== Work to complete ==
For every line in the data below, check for the word "compass", then state how many lines have it. Answer with the number only.

== Source information ==
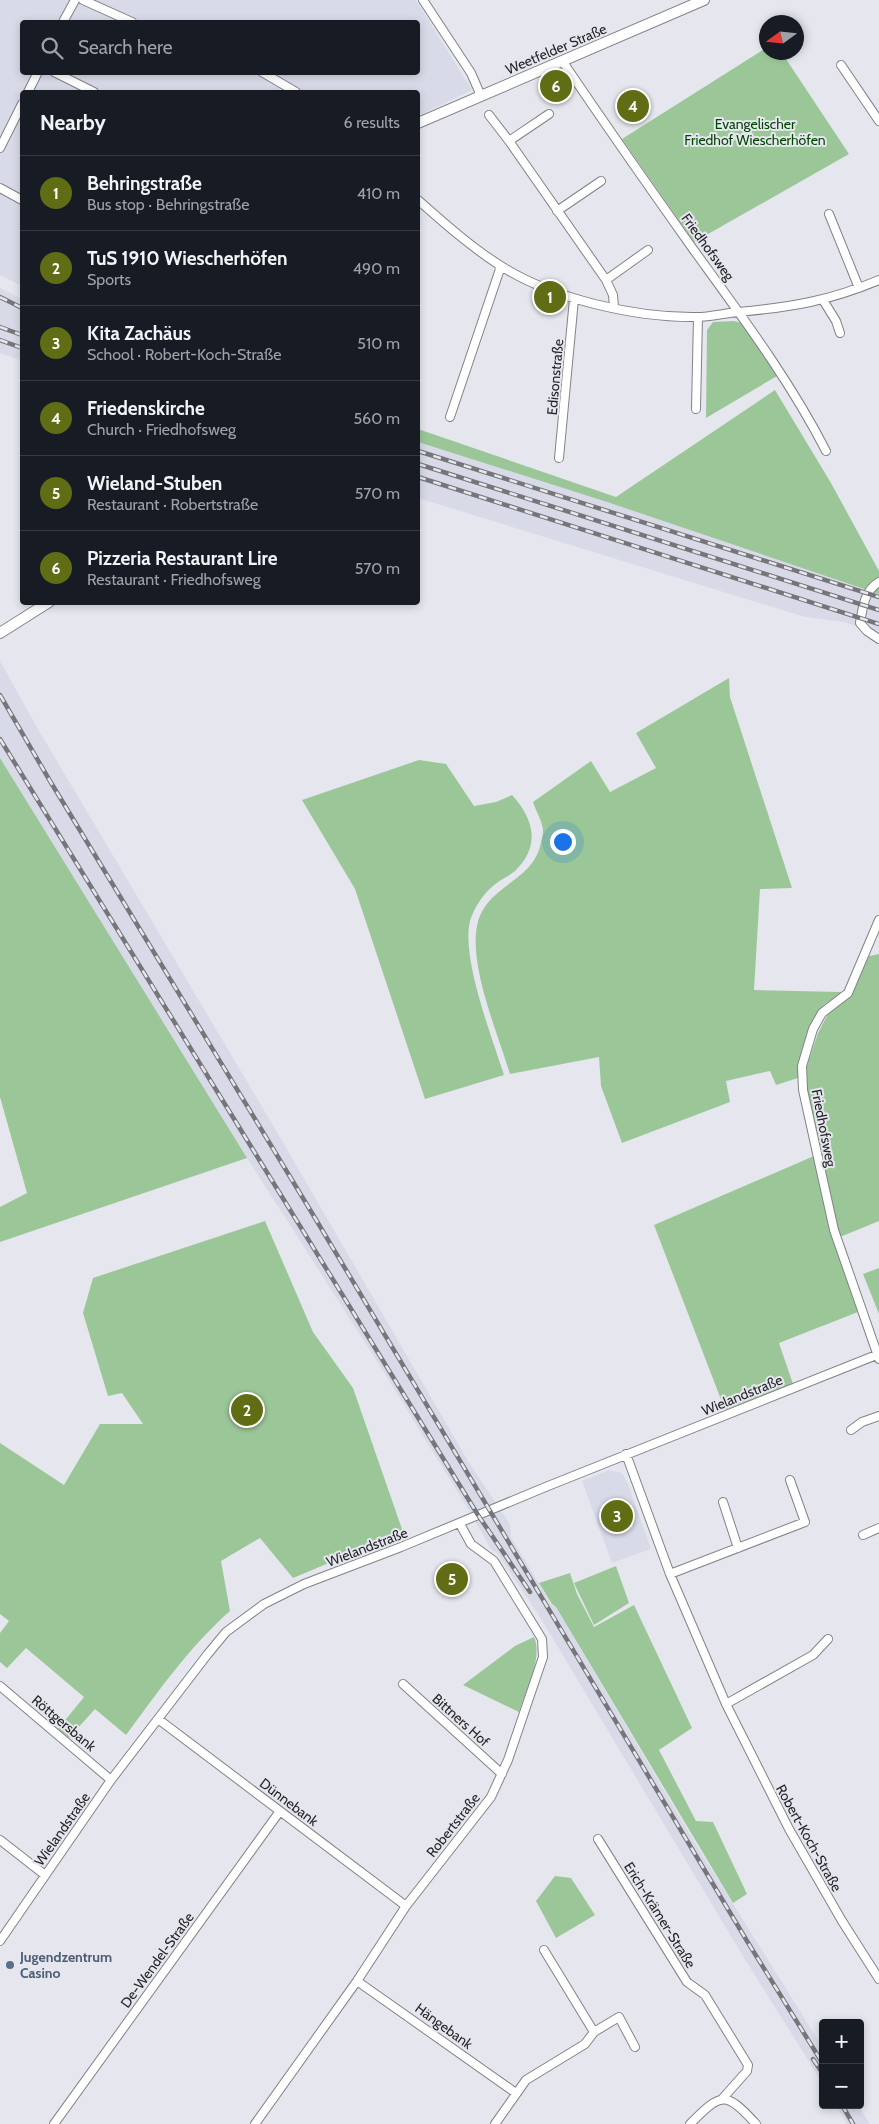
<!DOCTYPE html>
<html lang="en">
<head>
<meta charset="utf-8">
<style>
  :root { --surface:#171b24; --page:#242831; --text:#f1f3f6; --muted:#9ea1a6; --line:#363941; --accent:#606d15 }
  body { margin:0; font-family:Cabin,sans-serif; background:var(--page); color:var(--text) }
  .controls { position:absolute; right:15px; bottom:15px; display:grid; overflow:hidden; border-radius:5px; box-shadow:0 2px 8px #0003 }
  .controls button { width:45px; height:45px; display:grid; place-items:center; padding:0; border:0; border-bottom:1px solid var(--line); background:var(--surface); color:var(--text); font:25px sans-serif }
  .compass { position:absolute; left:759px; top:15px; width:45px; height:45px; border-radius:50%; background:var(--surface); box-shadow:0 2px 8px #0003; rotate:255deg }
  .you { position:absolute; left:562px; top:841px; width:18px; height:18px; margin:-12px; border:4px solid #fff; border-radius:50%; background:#1a73e8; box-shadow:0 0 0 8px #1a73e833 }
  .badge { display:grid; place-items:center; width:32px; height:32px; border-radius:50%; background:var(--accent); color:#fff; font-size:16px; font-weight:700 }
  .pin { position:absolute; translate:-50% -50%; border:2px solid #fff; box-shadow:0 1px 5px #0006 }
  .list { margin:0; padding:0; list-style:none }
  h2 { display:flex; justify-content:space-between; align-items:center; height:65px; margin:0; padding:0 20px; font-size:21px }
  h2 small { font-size:16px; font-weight:400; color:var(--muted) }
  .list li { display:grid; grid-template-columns:32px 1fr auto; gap:15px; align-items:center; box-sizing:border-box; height:75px; padding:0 20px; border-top:1px solid var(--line) }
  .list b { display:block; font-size:19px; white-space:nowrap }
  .list p { margin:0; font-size:16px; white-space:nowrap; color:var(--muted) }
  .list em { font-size:16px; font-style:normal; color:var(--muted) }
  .icon { flex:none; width:28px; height:28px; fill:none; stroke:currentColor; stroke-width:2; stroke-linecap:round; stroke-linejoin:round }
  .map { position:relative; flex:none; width:879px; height:2124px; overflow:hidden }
  .search { position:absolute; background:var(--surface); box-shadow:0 2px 8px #0003; left:20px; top:20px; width:400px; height:55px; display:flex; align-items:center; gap:12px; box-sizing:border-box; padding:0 18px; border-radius:5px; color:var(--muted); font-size:19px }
  .panel { position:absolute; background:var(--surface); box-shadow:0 2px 8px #0003; left:20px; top:90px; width:400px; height:515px; border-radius:5px }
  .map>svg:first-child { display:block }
  .built { fill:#d8dae8; fill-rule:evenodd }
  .green { fill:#9bc798 }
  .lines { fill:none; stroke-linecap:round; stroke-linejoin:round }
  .minor-casing { stroke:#818288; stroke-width:10 }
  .tertiary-casing { stroke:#818288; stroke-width:12 }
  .minor { stroke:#fff; stroke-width:8 }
  .tertiary { stroke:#fff; stroke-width:10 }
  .rail-casing { stroke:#75757a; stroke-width:4.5 }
  .rail { stroke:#e6e7ee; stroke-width:2.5; stroke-dasharray:8; stroke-linecap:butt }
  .service-dot { fill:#5c6f8a; stroke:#e6e7ee; stroke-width:2 }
  .labels { text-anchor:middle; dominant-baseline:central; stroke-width:4; stroke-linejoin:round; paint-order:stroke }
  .street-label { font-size:14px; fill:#262629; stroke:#e6e7ee }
  .park-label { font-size:14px; fill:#014703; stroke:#e6e7ee }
  .service-label { font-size:14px; font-weight:bold; fill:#4e5e75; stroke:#e6e7ee; text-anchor:start }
</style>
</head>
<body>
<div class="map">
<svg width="879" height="2124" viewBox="0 0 879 2124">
  <rect width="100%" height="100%" fill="#e6e7ee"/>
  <path class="built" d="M 0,0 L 416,0 L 472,90 L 418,116 L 418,92 L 22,92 L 22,286 L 0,275 ZM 22,22 L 418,22 L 418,72 L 22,72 Z
    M 0,288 L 22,299 L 22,361 L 0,353 Z
    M 418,442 L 607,502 L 879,594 L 879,634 L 844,622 L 805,617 L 418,498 Z
    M 0,661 L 38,729 L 274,1127 L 468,1461 L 510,1524 L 511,1537 L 551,1604 L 556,1607 L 697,1846 L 823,2048 L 823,2084 L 744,1958 L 540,1617 L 497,1553 L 491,1549 L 470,1512 L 385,1374 L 247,1158 L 0,758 Z
    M 609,1470 L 622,1473 L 628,1484 L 651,1549 L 612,1563 L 582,1481 Z
    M 836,2105 L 858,2105 L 870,2124 L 847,2124 Z"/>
  <path class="green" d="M 766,48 L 766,52 L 782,53 L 849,154 L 694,242 L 622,139 Z
    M 734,321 L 742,323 L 777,376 L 706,418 L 707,330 L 713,322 Z
    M 775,390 L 831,483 L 879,571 L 879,594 L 607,502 L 418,442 L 418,429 L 616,497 Z
    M 729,678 L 730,697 L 792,888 L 760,889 L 754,990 L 841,992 C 836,999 827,1001 822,1007 C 806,1026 801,1054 798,1078 L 776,1085 L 770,1071 L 726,1081 L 730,1102 L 622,1143 L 601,1086 L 599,1057 L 510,1074 C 498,1034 469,967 477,926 C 485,884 534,883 541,842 C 542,838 543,834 543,830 C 542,821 536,811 533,802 L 591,761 L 610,792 L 656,768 L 636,733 Z
    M 0,758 L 247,1158 L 0,1242 L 0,1207 L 27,1193 L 0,1097 Z
    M 419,760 L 446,764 L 474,806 L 496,802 L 512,795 C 534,819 541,846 515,871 C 508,877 499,880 493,886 C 483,894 474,908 470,921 C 461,958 492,1037 504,1075 L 425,1099 L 355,889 L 302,800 Z
    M 879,954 L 879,1221 L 840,1237 L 818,1157 L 804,1075 L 818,1033 L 829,1012 L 849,998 L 869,956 Z
    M 814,1156 L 830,1231 L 858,1312 L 779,1343 L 793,1384 L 725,1410 L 654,1225 Z
    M 265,1221 L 313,1332 L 353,1388 L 403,1532 L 293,1578 L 260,1538 L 221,1561 L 230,1611 C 189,1647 158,1692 126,1735 L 95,1709 L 69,1738 L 58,1729 L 84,1697 L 26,1648 L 7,1668 L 0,1662 L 0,1633 L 9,1621 L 0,1614 L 0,1443 L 64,1485 L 100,1424 L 143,1424 L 122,1393 L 108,1396 L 83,1313 L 93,1278 Z
    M 879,1268 L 879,1314 L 863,1274 Z
    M 616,1566 L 629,1603 L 594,1625 L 574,1583 Z
    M 570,1573 L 577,1594 L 594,1627 L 634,1605 L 692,1728 L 659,1750 L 696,1821 L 713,1822 L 747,1894 L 733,1903 L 556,1607 L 552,1604 L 539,1583 Z
    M 534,1637 C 543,1657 526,1691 519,1712 L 463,1685 L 515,1646 Z
    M 555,1876 L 571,1878 L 595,1915 L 556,1938 L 536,1901 Z"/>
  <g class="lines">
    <defs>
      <path id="minor" d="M 83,0 L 132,22
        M 423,0 L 471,73 L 481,96
        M 63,22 L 75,0
        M 563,62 C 605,124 649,187 693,249 C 740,314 789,379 826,451
        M 841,65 L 879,121
        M 54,72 L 94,92
        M 262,72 L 296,92
        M 28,92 L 38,72
        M 549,114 L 509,141 L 606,280 L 613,295 L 614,307
        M 489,115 L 509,141
        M 0,148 L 22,104
        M 0,188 L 22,200
        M 418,200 C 444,223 471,247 501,266 C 553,299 636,318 697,317 C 711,317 725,313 739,312 C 792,307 829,301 879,280
        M 557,211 L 601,181
        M 829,214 L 859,288
        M 606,280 L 648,250
        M 823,300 L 836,321 L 840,333
        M 696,409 L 698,317
        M 450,417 L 501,266
        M 559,458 L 574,299
        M 879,582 C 864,591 863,607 860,623 L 867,631 L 879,639
        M 879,920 L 848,993 L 822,1013 L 813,1029 L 802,1066 L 803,1090 L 834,1230 L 879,1359
        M 851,1430 L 862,1422 L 879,1416
        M 626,1454 L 670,1574 L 726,1704 L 789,1829 L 842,1921 L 879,1979
        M 723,1502 L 738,1548
        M 863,1535 L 879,1528
        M 670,1574 L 805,1522 L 790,1480
        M 403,1684 L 502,1774
        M 0,1686 L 111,1780
        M 726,1704 L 813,1655 L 828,1639
        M 158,1719 L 406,1906
        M 598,1839 L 687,1982 L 705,1995 L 748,2065 L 747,2071 L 723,2098
        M 0,1840 L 45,1875
        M 0,1941 L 111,1780 L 207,1655 L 226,1632 L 264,1604 L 304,1584 L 401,1547 L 548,1486 L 879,1354
        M 544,1950 L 594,2032
        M 357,1981 L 516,2093
        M 54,2124 L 280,1811
        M 255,2124 L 357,1981 L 406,1906 L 491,1797 L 508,1760 L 543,1657 L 542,1639 L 494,1561 L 471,1544 L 460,1524
        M 495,2124 L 526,2080 L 585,2044 L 594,2032 L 619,2017 L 635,2047
        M 690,2124 C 721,2093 725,2090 756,2124"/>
      <path id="tertiary" d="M 418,123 L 704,0
        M 0,633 L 49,602"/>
    </defs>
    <use href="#minor" class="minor-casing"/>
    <use href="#tertiary" class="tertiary-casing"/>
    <use href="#minor" class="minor"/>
    <use href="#tertiary" class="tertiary"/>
    <defs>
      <path id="rail" d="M 0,297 L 22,308
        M 0,327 L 22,335
        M 0,340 L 22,348
        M 418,451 L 879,597
        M 418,464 L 879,610
        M 418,477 L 879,624
        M 0,695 L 50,781 L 312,1213 L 747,1941 L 823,2064
        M 0,739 L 478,1515 L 530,1592
        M 813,2059 L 823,2074
        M 842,2105 L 853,2124"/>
    </defs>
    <use href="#rail" class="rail-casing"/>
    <use href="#rail" class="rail"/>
  </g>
  <circle class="service-dot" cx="10" cy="1965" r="5"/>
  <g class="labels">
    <g class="street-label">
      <text transform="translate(556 49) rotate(-23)">Weetfelder Straße</text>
      <text transform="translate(708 247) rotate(54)">Friedhofsweg</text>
      <text transform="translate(555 377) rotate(-85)">Edisonstraße</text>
      <text transform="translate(824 1128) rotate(79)">Friedhofsweg</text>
      <text transform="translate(742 1395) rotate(-22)">Wielandstraße</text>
      <text transform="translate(367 1547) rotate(-21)">Wielandstraße</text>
      <text transform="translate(461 1720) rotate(42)">Bittners Hof</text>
      <text transform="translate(64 1723) rotate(40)">Röttgersbank</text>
      <text transform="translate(289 1802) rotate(37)">Dünnebank</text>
      <text transform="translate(453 1825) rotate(-52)">Robertstraße</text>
      <text transform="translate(62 1829) rotate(-55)">Wielandstraße</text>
      <text transform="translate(809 1838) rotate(61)">Robert-Koch-Straße</text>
      <text transform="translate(660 1915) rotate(58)">Erich-Krämer-Straße</text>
      <text transform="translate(157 1960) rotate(-54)">De-Wendel-Straße</text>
      <text transform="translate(444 2026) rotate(36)">Hängebank</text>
    </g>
    <g class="park-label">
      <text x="755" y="124">Evangelischer<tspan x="755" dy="16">Friedhof Wiescherhöfen</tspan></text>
    </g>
    <g class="service-label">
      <text x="20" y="1957">Jugendzentrum<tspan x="20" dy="16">Casino</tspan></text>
    </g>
  </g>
</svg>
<div class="controls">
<button>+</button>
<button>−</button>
</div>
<svg class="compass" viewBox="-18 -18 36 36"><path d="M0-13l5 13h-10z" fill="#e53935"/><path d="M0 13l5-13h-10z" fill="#9ea1a6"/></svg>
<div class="you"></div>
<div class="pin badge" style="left:550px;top:297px">1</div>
<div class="pin badge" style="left:247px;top:1410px">2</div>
<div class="pin badge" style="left:617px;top:1516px">3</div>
<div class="pin badge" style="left:633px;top:106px">4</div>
<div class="pin badge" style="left:452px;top:1579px">5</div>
<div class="pin badge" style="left:556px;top:86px">6</div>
<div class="search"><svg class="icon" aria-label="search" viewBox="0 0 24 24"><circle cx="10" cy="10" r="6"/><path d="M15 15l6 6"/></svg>Search here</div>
<section class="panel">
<h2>Nearby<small>6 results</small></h2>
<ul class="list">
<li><span class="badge">1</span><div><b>Behringstraße</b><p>Bus stop · Behringstraße</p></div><em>410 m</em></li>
<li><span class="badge">2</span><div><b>TuS 1910 Wiescherhöfen</b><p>Sports</p></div><em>490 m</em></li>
<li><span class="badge">3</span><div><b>Kita Zachäus</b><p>School · Robert-Koch-Straße</p></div><em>510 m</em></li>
<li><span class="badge">4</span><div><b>Friedenskirche</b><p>Church · Friedhofsweg</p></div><em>560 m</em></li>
<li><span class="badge">5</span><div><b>Wieland-Stuben</b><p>Restaurant · Robertstraße</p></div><em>570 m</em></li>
<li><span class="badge">6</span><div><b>Pizzeria Restaurant Lire</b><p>Restaurant · Friedhofsweg</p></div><em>570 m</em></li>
</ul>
</section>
</div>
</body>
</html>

== Result for this exercise ==
2